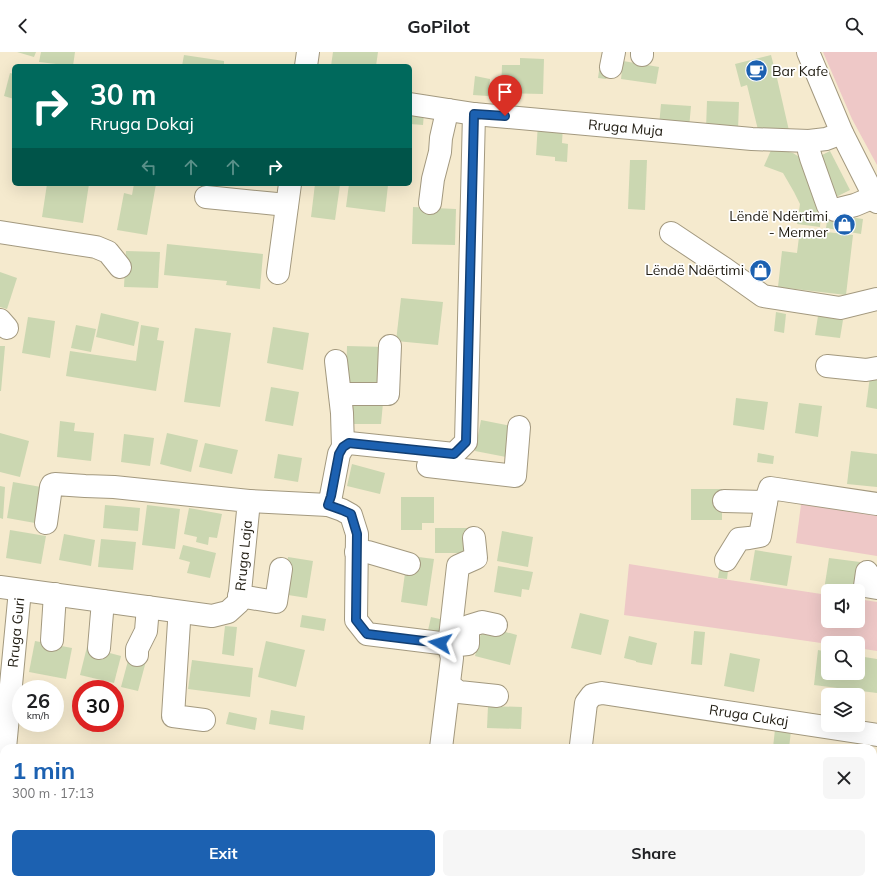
<!DOCTYPE html>
<meta charset="utf-8">
<style>
:root{--surface:#fff;--page:#f6f6f6;--text:#202124;--muted:#757577;--accent:#1c61b1}
body{margin:0;font-family:Mulish,sans-serif;background:var(--page);color:var(--text);height:100vh;display:flex;flex-direction:column;font-size:15px;white-space:nowrap}
*{box-sizing:border-box;margin:0}
p{font-size:13px;color:var(--muted)}
.icon{flex:none;width:22px;height:22px;fill:none;stroke:currentColor;stroke-width:2;stroke-linecap:round;stroke-linejoin:round}
.map{position:relative;flex:1;overflow:hidden}
.sheet{position:absolute;left:0px;top:692px;width:877px;height:140px;display:flex;flex-direction:column;background:var(--surface);border-radius:12px 12px 0 0;box-shadow:0 4px 16px #0002}
.sheet>*{flex:none}
.banner{position:absolute;left:12px;top:12px;width:400px;height:122px;border-radius:6px;box-shadow:0 4px 16px #0002;background:#00695c;color:#fff;overflow:hidden}
.tools{position:absolute;left:821px;top:532px;display:grid;gap:8px}
.tools a{display:grid;place-items:center;width:44px;height:44px;border-radius:6px;background:var(--surface);box-shadow:0 4px 16px #0002;font-size:20px}
.speed{position:absolute;left:12px;top:628px;display:flex;gap:8px;font-size:20px;font-weight:700;text-align:center}
.speed>*{display:grid;place-content:center;width:52px;height:52px;border-radius:50%;background:var(--surface);box-shadow:0 4px 16px #0002;line-height:1}
.speed small{font-size:10px;font-weight:400}
.speed .limit{border:6px solid #d22;background:#fff;color:#111}
.pin{position:absolute;display:grid;place-items:center;width:34px;height:34px;color:#fff;margin:-41px -17px;border-radius:50% 50% 50% 0;rotate:-45deg;box-shadow:0 0 4px #0007}
.pin .icon{rotate:45deg}
.me{position:absolute;width:44px;margin:-22px;rotate:277deg;stroke-linejoin:round;filter:drop-shadow(0 0 3px #0008)}
.turn{display:flex;align-items:center;gap:14px;height:84px;padding:0 12px;font-size:18px}
.turn .icon{width:52px;height:52px;stroke-width:2.5}
.turn b{display:block;font-size:28px;line-height:34px}
.lanes{display:flex;align-items:center;height:38px;padding:0 12px;background:#0003;justify-content:center;gap:20px;direction:ltr}
.lanes .off{opacity:.35}
.round{display:grid;place-items:center;flex:none;width:42px;height:42px;border-radius:6px;background:var(--page)}
.headline{display:flex;align-items:center;justify-content:space-between;height:68px;padding:0 12px}
h1{font-size:24px;font-weight:700;line-height:30px;color:var(--accent)}
.button{display:flex;gap:8px;margin-top:auto;padding:8px 12px}
.button a{flex:1;height:46px;border-radius:6px;background:var(--accent);color:#fff;font-size:16px;font-weight:700;line-height:46px;text-align:center}
.button a+a{background:var(--page);color:var(--text)}
header{display:flex;justify-content:space-between;align-items:center;height:52px;padding:0 12px;background:var(--surface);font-size:18px;font-weight:700}
.map>svg:first-child{display:block}
</style>
<header><svg class="icon" aria-label="back" viewBox="0 0 24 24"><path d="M15 5l-7 7 7 7"/></svg>GoPilot<svg class="icon" aria-label="search" viewBox="0 0 24 24"><circle cx="10" cy="10" r="6"/><path d="M15 15l6 6"/></svg></header>
<div class="map">
<svg width="877" height="832" viewBox="0 0 877 832">
<rect width="100%" height="100%" fill="#f5eace"/>
<g fill="#eec8c7">
<path d="M823 0H877V113L852 67Z"/>
<path d="M802 445 877 456V504L796 491Z"/>
<path d="M629 512 716 526 828 543V569H858V547L877 550V599L858 596V591H828V592L624 563Z"/>
<rect x="146" y="828" width="92" height="4"/>
</g>
<g fill="#cbd7b1">
<path d="M17 0H36L34 5Z"/>
<path d="M41 0H75L73 14 39 10Z"/>
<path d="M333 0H378L376 14H331Z"/>
<path d="M184 3 224 9V14H182Z"/>
<path d="M771 3 777 26 790 83 759 82 747 33 741 35 735 12Z"/>
<path d="M520 6 544 7 543 42 501 41 502 13H520Z"/>
<path d="M623 9 659 15 656 32 621 27Z"/>
<path d="M600 12 608 13 606 27 598 26Z"/>
<path d="M10 21 14 22V47L4 44Z"/>
<path d="M475 24 490 27 488 44 473 43Z"/>
<path d="M707 49 739 50 738 78 706 77Z"/>
<path d="M661 52 691 54 689 76 659 74Z"/>
<path d="M410 60 424 61 423 73 410 72Z"/>
<path d="M538 71 563 73 562 91 568 92 567 110 555 109V105L536 103Z"/>
<path d="M772 96 793 101 804 108 822 151 820 175 797 172 800 152 794 140 783 121 764 114Z"/>
<path d="M830 99 850 138 836 145 816 106Z"/>
<path d="M630 108H647L645 158 628 157Z"/>
<path d="M47 132H89L83 171 42 165Z"/>
<path d="M134 132H156L147 183 117 178 124 141 132 143Z"/>
<path d="M315 132 340 133 335 168 311 165Z"/>
<path d="M349 132H377L388 133 385 160 346 155Z"/>
<path d="M413 155 456 157 455 193 412 192Z"/>
<path d="M828 162 863 167 861 182 826 176Z"/>
<path d="M800 177 853 183 846 243 778 235 782 199 797 201Z"/>
<path d="M167 192 263 202 260 237 226 233 227 229 164 223Z"/>
<path d="M126 199 160 200 158 236 124 235Z"/>
<path d="M0 220 17 226 7 257 0 255Z"/>
<path d="M401 246 443 250 438 293 396 289Z"/>
<path d="M776 260 786 262 784 281 774 279Z"/>
<path d="M101 261 139 270 134 294 96 285Z"/>
<path d="M818 264 843 268 840 286 815 283Z"/>
<path d="M28 265 55 269 50 306 22 301Z"/>
<path d="M76 273 96 277 91 300 71 296Z"/>
<path d="M141 273 159 276 157 288 164 289 156 339 66 324 70 299 136 309Z"/>
<path d="M273 275 309 281 303 318 267 311Z"/>
<path d="M195 276 231 281 220 355 184 350Z"/>
<path d="M0 294H5L1 339H0Z"/>
<path d="M347 294 386 295 384 331 346 330Z"/>
<path d="M870 324 877 325V357L866 355Z"/>
<path d="M271 335 299 340 293 374 265 369Z"/>
<path d="M736 346 768 350 764 378 733 373Z"/>
<path d="M348 351H383L381 372H347Z"/>
<path d="M799 351 822 354 818 385 795 381Z"/>
<path d="M481 368 517 375 511 406 475 399Z"/>
<path d="M60 369 75 371 74 379 94 381 91 409 57 405Z"/>
<path d="M0 381 29 389 20 425 0 420Z"/>
<path d="M167 381 198 388 191 420 160 412Z"/>
<path d="M124 382 154 386 150 414 121 410Z"/>
<path d="M205 391 238 398 232 422 199 415Z"/>
<path d="M851 399 877 402V435L847 432Z"/>
<path d="M758 401 774 404 773 412 757 410Z"/>
<path d="M278 402 302 406 298 430 274 426Z"/>
<path d="M352 412 385 421 380 442 347 434Z"/>
<path d="M13 430 41 435 35 471 7 466Z"/>
<path d="M0 434 5 435 3 467 0 466Z"/>
<rect x="691" y="437" width="31" height="31"/>
<path d="M401 445H434V471H422V478H401Z"/>
<path d="M105 453 140 456 138 479 103 476Z"/>
<path d="M147 453 180 457 175 497 142 493Z"/>
<path d="M189 456 222 462 217 486 209 485 208 493 196 490 197 485 184 482Z"/>
<rect x="435" y="476" width="36" height="25"/>
<path d="M10 478 46 484 41 512 6 506Z"/>
<path d="M502 479 533 485 528 515 497 509Z"/>
<path d="M64 482 95 488 91 514 59 508Z"/>
<path d="M101 487 136 490 133 518 98 515Z"/>
<path d="M183 493 216 501 210 526 187 521 190 510 179 507Z"/>
<path d="M755 498 792 504 787 534 750 528Z"/>
<path d="M411 504 434 507 427 554 401 550 406 514Z"/>
<path d="M288 505 313 509 307 546 282 542Z"/>
<path d="M829 506 860 510 855 539 824 538Z"/>
<path d="M721 509 729 511 727 527 718 526Z"/>
<path d="M498 514 533 520 529 538 522 537 521 545 494 540Z"/>
<path d="M580 561 609 568 601 603 571 596Z"/>
<path d="M302 563 326 567 324 579 300 575Z"/>
<path d="M431 565 444 568 447 587 427 583Z"/>
<path d="M225 574 237 575 234 604 222 602Z"/>
<path d="M483 574 517 583 510 613 475 604Z"/>
<path d="M694 579 705 580 702 613 691 612Z"/>
<path d="M629 584 657 591 652 613 636 610V609L624 606Z"/>
<path d="M35 589 72 596 66 627 29 620Z"/>
<path d="M266 589 305 598 296 635 258 625Z"/>
<path d="M87 595 121 604 114 631 80 623Z"/>
<path d="M818 598 828 600V621H858V604L877 607V641L814 633Z"/>
<path d="M730 601 760 607 754 640 724 634Z"/>
<path d="M129 605 146 609 138 639 121 635Z"/>
<path d="M192 608 253 616 250 645 188 637Z"/>
<path d="M488 654 522 655 521 677 487 676Z"/>
<path d="M271 658 305 664 303 678 269 672Z"/>
<path d="M229 660 257 666 255 678 226 672Z"/>
<path d="M775 677 791 679 789 696H773Z"/>
<path d="M873 768 877 769V787H873Z"/>
<path d="M873 798H877V832H855V828H873Z"/>
<path d="M547 828H582L581 832H546Z"/>
</g>
<g fill="none" stroke-linecap="round" stroke-linejoin="round">
<defs>
<g id="minor">
<path d="M642 3V0"/>
<path d="M306 14 308 0"/>
<path d="M611 15 614 0"/>
<path id="s1" d="M410 52 474 62 752 87 809 89 826 87 842 81"/>
<path d="M809 89V99L811 106 828 154 835 158 855 153 874 145"/>
<path d="M206 145 287 153"/>
<path d="M430 151 433 127 440 100 441 86 446 64 448 58"/>
<path d="M0 180 96 195 108 200 120 215"/>
<path d="M671 181 725 217 763 244 840 256 877 247"/>
<path d="M278 221 290 132"/>
<path d="M0 268 7 276"/>
<path d="M336 309 342 361 343 395"/>
<path d="M827 314 866 318 877 316"/>
<path d="M340 342H388L390 294"/>
<path d="M428 414 515 424 519 375"/>
<path d="M249 449 328 453 342 458 351 463 357 482 356 568 367 582 440 591 449 594 452 606 441 696"/>
<path d="M724 449 766 450"/>
<path d="M328 453 331 444 339 402 343 395 349 391 454 402 466 390 474 62"/>
<path d="M474 486 476 506 458 514 449 594 468 592V581L469 574 482 570 496 573"/>
<path d="M356 500H368L409 512"/>
<path d="M726 508 739 487 749 486 760 484 767 445 770 436 877 452"/>
<path d="M867 520 865 534 877 536"/>
<path id="s2" d="M0 535 212 564 228 560 239 550 249 449 114 435 85 434 55 432 52 433 51 435 46 471"/>
<path d="M239 544 276 550 281 517"/>
<path d="M181 560 179 570 173 664 204 668"/>
<path d="M52 588 55 542"/>
<path d="M99 596 103 549"/>
<path d="M137 603V597L146 579 148 555"/>
<path d="M449 633 459 640 497 644"/>
<path id="s3" d="M581 693 586 651 592 643 602 641 877 683"/>
<path id="s4" d="M5 696 20 538"/>
<path d="M0 744 4 708"/>
<path d="M0 790 4 791"/>
<path d="M873 790 877 791"/>
</g>
<path id="major" d="M808 0 842 81 877 150"/>
</defs>
<use href="#minor" stroke="#a3997f" stroke-width="24"/>
<use href="#major" stroke="#a3997f" stroke-width="24"/>
<use href="#minor" stroke="#fff" stroke-width="22"/>
<use href="#major" stroke="#fff" stroke-width="22"/>
</g>
<g fill="none" stroke-linecap="round" stroke-linejoin="round">
<defs>
<path id="route" d="M440 591 367 582 356 568 357 482 351 462 342 458 328 453 331 444 339 402 343 395 349 391 454 402 466 390 474 62 505 64"/>
</defs>
<use href="#route" stroke="#123f73" stroke-width="10"/>
<use href="#route" stroke="#1c61b1" stroke-width="7"/>
</g>
<defs>
<symbol id="cafe-disc" viewBox="-11 -11 22 22"><circle r="9.5" fill="#1c61b1" stroke="#fff"/><path d="M-5.5-4.5H6V0H3Q3 3.5 0 3.5H-2.5Q-5.5 3.5-5.5 0ZM3-3.2v2h1.7v-2ZM-6 4.5H4V6H-6Z" fill="#fff"/></symbol>
<symbol id="shop-disc" viewBox="-11 -11 22 22"><circle r="9.5" fill="#1c61b1" stroke="#fff"/><path d="M-5-2.5h2.3a2.7 3.5 0 0 1 5.4 0H5L5.5 6h-11ZM-1.5-2.5h3a1.5 2.3 0 0 0-3 0Z" fill="#fff"/></symbol>
</defs>
<g fill-rule="evenodd">
<use href="#cafe-disc" x="744" y="6" width="25" height="25"/>
<use href="#shop-disc" x="832" y="160" width="25" height="25"/>
<use href="#shop-disc" x="748" y="206" width="25" height="25"/>
</g>
<g text-anchor="middle" dominant-baseline="central" stroke-width="3.5" stroke-linejoin="round" paint-order="stroke">
<g font-size="14" fill="#201c12" stroke="#fff" text-anchor="end">
<text x="772" y="19" text-anchor="start">Bar Kafe</text>
<text x="828" y="164">Lëndë Ndërtimi<tspan x="828" dy="16">- Mermer</tspan></text>
<text x="744" y="218">Lëndë Ndërtimi</text>
</g>
<g font-size="14" fill="#201c12" stroke="#fff">
<text stroke="none"><textPath href="#s1" startOffset="217">Rruga Muja</textPath></text>
<text stroke="none"><textPath href="#s2" startOffset="292">Rruga Laja</textPath></text>
<text stroke="none"><textPath href="#s4" startOffset="116">Rruga Guri</textPath></text>
<text stroke="none"><textPath href="#s3" startOffset="211">Rruga Cukaj</textPath></text>
</g>
</g>
</svg>
<div class="tools">
<a><svg class="icon" aria-label="sound" viewBox="0 0 24 24"><path d="M4 9h4l5-4v14l-5-4H4zM17 9q2 3 0 6"/></svg></a>
<a><svg class="icon" aria-label="search" viewBox="0 0 24 24"><circle cx="10" cy="10" r="6"/><path d="M15 15l6 6"/></svg></a>
<a><svg class="icon" aria-label="layers" viewBox="0 0 24 24"><path d="M12 4l9 5-9 5-9-5zM3 14l9 5 9-5"/></svg></a>
</div>
<div class="speed"><div>26<small>km/h</small></div><div class="limit">30</div></div>
<div class="pin" style="left:505px;top:64px;background:#d93025"><svg class="icon" aria-label="arrive" viewBox="0 0 24 24"><path d="M6 21V4h12l-3 4 3 4H6"/></svg></div>
<svg class="me" style="left:440px;top:591px" viewBox="-20 -20 40 40"><path d="M0-17L14 15 0 8-14 15z" fill="#1c61b1" stroke="#fff" stroke-width="4"/></svg>
<div class="banner">
<div class="turn"><svg class="icon" aria-label="right" viewBox="0 0 24 24"><path d="M7 20v-9h11M14 6l5 5-5 5"/></svg><div><b>30 m</b>Rruga Dokaj</div></div>
<div class="lanes"><svg class="icon off" aria-label="left" viewBox="0 0 24 24"><path d="M17 20v-9H6M10 6l-5 5 5 5"/></svg><svg class="icon off" aria-label="ahead" viewBox="0 0 24 24"><path d="M12 20V5M6 11l6-6 6 6"/></svg><svg class="icon off" aria-label="ahead" viewBox="0 0 24 24"><path d="M12 20V5M6 11l6-6 6 6"/></svg><svg class="icon" aria-label="right" viewBox="0 0 24 24"><path d="M7 20v-9h11M14 6l5 5-5 5"/></svg></div>
</div>
<section class="sheet">
<div class="headline"><div><h1>1 min</h1><p>300 m · 17:13</p></div><a class="round"><svg class="icon" aria-label="close" viewBox="0 0 24 24"><path d="M6 6l12 12M18 6L6 18"/></svg></a></div>
<div class="button"><a>Exit</a><a>Share</a></div>
</section>
</div>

·····

Which of the lines in the data contain the string "header"? Return each one.

#### EXERCISE RESPONSE:
header{display:flex;justify-content:space-between;align-items:center;height:52px;padding:0 12px;background:var(--surface);font-size:18px;font-weight:700}
<header><svg class="icon" aria-label="back" viewBox="0 0 24 24"><path d="M15 5l-7 7 7 7"/></svg>GoPilot<svg class="icon" aria-label="search" viewBox="0 0 24 24"><circle cx="10" cy="10" r="6"/><path d="M15 15l6 6"/></svg></header>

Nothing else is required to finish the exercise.